A typical ChIP experiment for Histone H3 tri-methyl K4 (H3K4me3).

Perhaps you’ve never done ChIP before and need to establish the technique in your lab, or maybe you use ChIP routinely and need further tips to improve your results? Read on and discover four steps to take your ChIP expertise to the next level:

1. Cross-linking or not? The aim of cross-linking is to fix the antigen of interest to its chromatin binding site, so the further away the interaction of interest lies, the less effective ChIP will be without cross-linking. ChIP for histone modifications is unlikely to require cross-linking whereas nonhistone proteins such as transcription factors and proteins contained within DNA binding complexes will probably need cross-linking. If cross-linking is used, ChIP reaction will be known as X-ChIP, whereas a native ChIP reaction will be known as N-ChIP.
2. Be careful when fragmenting your chromatin. Fragmentation of the chromatin is required to make interactions accessible to antibody reagents. Whatever method you are using be sure to run a fragmentation time course every time you set up an experiment. For X-ChIP sonication is necessary as formaldehyde cross-linking restricts the access of enzymes to their targets. Sonication creates random DNA fragments (average of 500–700 bp). When doing N-ChIP, enzymatic digestion with micrococcal nuclease should be able to generate single monosomes (~175bp). Keep in mind that micrococcal nuclease favors certain genomic sequences over others and will not digest DNA evenly.
3. Make sure the antibody works in ChIP. If available, use an antibody that has been fully characterized and labeled as ChIP-grade. If there is none available, then an antibody that works in normal immunoprecipitation or in applications that require recognition of epitopes in their native forms is a good candidate. A polyclonal antibody is generally preferable to a monoclonal; monoclonal antibodies recognize only a single epitope, which could be masked during the cross-linking process. On the other hand monoclonal antibodies have the advantage of greater batch-to-batch consistency.

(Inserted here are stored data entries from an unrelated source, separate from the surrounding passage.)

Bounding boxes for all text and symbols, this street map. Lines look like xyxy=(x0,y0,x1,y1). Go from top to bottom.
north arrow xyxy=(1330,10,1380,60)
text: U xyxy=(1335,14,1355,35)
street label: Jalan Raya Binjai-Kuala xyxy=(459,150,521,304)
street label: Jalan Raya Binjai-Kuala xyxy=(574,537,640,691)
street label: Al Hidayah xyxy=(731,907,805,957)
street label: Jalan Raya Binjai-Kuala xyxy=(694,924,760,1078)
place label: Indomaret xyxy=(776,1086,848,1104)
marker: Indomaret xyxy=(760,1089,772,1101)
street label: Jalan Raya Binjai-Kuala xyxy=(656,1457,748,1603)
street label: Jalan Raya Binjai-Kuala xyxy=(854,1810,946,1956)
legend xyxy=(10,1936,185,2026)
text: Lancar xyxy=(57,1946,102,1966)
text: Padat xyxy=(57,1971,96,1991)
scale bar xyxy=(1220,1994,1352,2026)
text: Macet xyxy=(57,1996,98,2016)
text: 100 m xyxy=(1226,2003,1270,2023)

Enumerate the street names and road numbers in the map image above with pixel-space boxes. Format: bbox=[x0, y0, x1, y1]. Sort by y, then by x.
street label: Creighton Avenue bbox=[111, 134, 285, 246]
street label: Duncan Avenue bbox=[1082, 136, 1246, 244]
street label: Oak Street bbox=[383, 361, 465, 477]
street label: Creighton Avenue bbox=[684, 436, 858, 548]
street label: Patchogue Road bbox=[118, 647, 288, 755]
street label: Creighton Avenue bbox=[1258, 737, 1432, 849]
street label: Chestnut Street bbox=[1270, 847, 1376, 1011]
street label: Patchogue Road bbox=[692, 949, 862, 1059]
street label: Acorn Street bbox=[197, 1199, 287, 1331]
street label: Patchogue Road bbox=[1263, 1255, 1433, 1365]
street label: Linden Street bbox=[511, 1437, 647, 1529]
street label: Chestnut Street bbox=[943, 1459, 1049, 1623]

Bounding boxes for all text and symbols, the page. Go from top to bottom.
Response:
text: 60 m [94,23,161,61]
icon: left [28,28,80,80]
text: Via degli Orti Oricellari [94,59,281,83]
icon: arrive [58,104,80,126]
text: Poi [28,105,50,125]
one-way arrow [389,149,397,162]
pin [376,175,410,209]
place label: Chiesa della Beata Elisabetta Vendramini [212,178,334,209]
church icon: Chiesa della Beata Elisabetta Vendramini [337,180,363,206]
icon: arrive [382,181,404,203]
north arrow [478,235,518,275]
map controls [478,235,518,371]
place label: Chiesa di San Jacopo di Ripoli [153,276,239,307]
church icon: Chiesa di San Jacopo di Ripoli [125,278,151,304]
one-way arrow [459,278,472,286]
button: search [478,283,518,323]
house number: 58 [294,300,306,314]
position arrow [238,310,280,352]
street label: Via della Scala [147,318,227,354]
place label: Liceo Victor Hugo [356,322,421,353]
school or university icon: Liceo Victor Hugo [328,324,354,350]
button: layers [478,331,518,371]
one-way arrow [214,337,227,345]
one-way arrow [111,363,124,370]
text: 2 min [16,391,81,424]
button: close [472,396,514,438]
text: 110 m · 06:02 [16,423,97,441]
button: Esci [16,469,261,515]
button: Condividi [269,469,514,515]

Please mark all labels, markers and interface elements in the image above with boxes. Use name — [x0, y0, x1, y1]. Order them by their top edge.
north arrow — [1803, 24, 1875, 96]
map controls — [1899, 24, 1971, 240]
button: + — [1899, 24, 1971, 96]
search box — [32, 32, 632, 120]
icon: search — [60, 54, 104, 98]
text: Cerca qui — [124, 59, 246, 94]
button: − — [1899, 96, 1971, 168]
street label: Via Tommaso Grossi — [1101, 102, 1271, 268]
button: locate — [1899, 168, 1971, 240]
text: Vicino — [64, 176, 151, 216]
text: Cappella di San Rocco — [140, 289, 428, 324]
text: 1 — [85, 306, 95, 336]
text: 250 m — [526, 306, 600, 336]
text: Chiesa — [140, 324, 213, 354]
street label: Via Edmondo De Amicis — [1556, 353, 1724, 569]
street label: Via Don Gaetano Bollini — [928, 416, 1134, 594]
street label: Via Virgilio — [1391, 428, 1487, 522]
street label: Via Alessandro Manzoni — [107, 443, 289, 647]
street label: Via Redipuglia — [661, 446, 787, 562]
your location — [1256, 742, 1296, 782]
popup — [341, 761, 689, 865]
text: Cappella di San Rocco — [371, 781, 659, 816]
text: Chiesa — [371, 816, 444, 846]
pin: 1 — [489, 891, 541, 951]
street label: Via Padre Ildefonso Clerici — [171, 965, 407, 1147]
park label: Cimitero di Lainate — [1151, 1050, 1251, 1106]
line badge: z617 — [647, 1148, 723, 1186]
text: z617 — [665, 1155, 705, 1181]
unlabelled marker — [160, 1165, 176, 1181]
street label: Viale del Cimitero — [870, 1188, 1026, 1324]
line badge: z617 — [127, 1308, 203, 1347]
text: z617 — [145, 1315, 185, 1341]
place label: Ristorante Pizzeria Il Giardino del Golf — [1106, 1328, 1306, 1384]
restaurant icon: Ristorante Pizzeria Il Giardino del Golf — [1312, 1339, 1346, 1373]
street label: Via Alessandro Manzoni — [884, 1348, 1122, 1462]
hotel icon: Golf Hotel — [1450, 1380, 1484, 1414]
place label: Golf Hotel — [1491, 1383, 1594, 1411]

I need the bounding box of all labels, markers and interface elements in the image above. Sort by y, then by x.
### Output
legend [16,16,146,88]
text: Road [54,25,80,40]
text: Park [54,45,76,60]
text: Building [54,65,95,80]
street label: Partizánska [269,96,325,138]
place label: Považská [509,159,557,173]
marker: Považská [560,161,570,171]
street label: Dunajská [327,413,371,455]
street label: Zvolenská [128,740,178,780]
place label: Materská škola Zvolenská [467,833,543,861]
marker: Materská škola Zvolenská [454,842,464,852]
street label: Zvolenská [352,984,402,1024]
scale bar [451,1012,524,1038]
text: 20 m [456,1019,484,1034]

4. Use the right controls. As a positive antibody control for the technique, histone H3 tri-methyl K4 (H3K4me3) and tri-methyl K9 (H3K9me3) are popular positive controls to use when chipping active and inactive genes respectively. As a negative control, use an antibody that recognizes a nonchromatin epitope such as anti-GFP antibody. Remember though that these antibodies are not positive and negative controls per se, as this will depend on the locus you are studying. If there is no H3K4me3 at the particular locus of interest, the best anti-H3K4me3 ChIP-grade antibody in the world will not immunoprecipitate anything from this region and therefore will not be an appropriate positive control. If ChIP is not an established technique in your lab, consider using a kit.